PROBLEM DETAILS:
From the listing below, copy each line that holds "they".

GIVEN RECORDS:
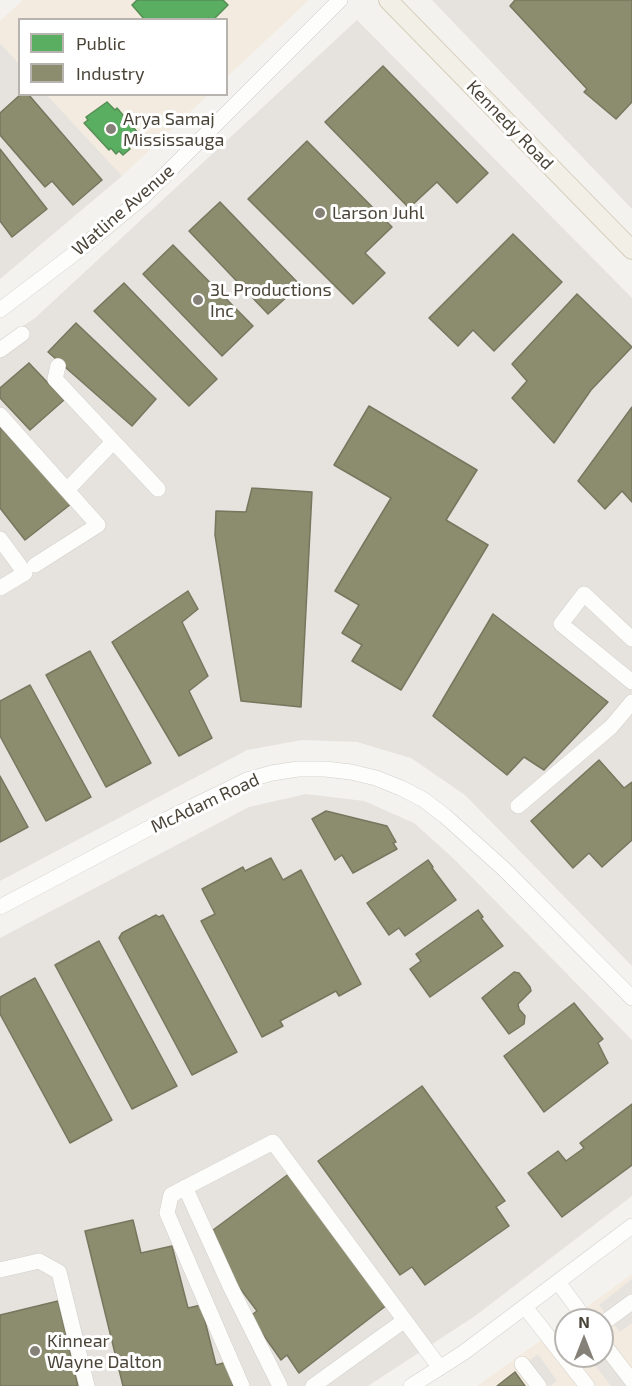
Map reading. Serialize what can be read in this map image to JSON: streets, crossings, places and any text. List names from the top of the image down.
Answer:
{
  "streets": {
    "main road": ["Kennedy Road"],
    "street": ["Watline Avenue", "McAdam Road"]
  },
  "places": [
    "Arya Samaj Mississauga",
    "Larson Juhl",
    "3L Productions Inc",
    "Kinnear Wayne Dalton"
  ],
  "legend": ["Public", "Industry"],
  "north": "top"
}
...
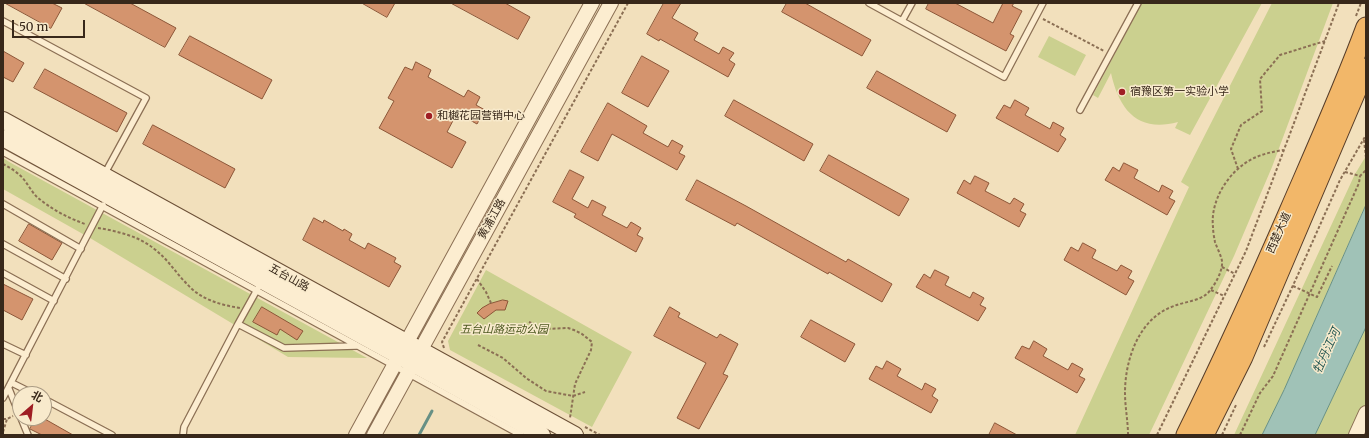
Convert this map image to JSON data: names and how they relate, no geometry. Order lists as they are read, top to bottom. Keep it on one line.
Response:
...
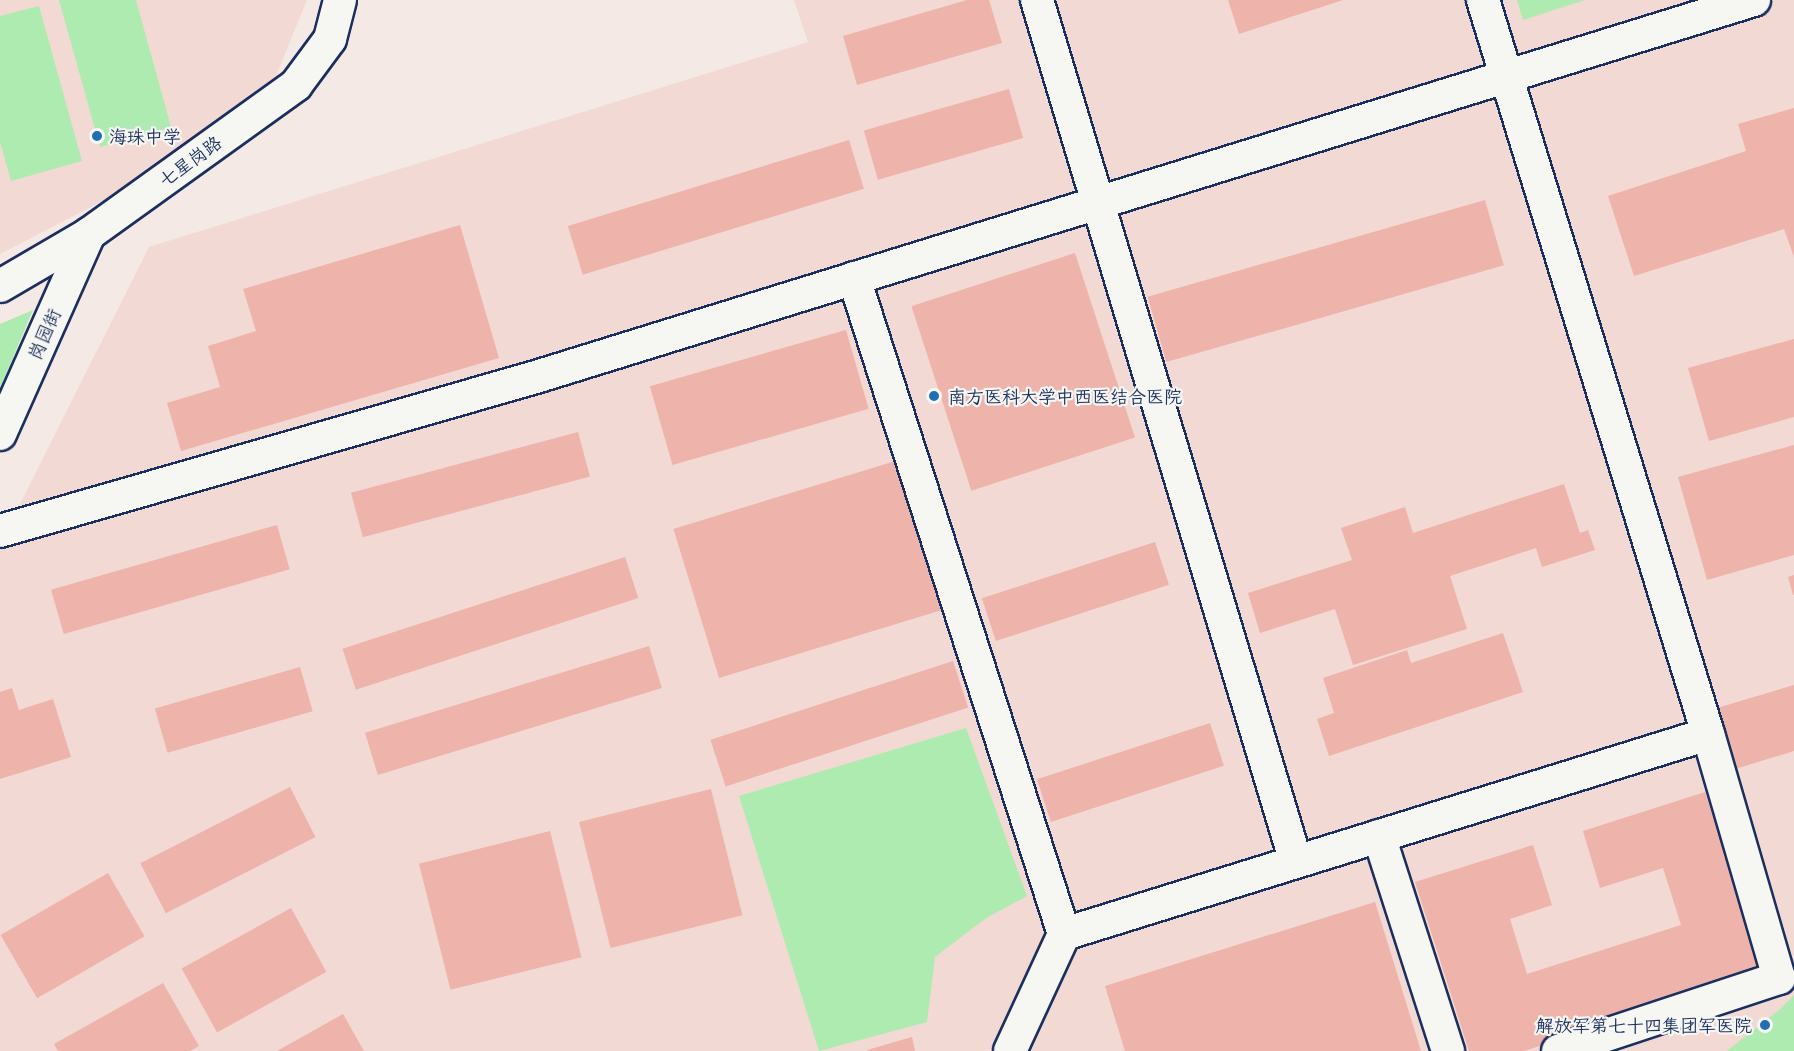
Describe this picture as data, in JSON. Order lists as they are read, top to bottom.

ANSWER SECTION:
Convert this map image to JSON data: names and how they relate, no geometry. Order lists as they are read, top to bottom. Keep it on one line.
Describe this picture as data, in JSON. Order lists as they are read, top to bottom.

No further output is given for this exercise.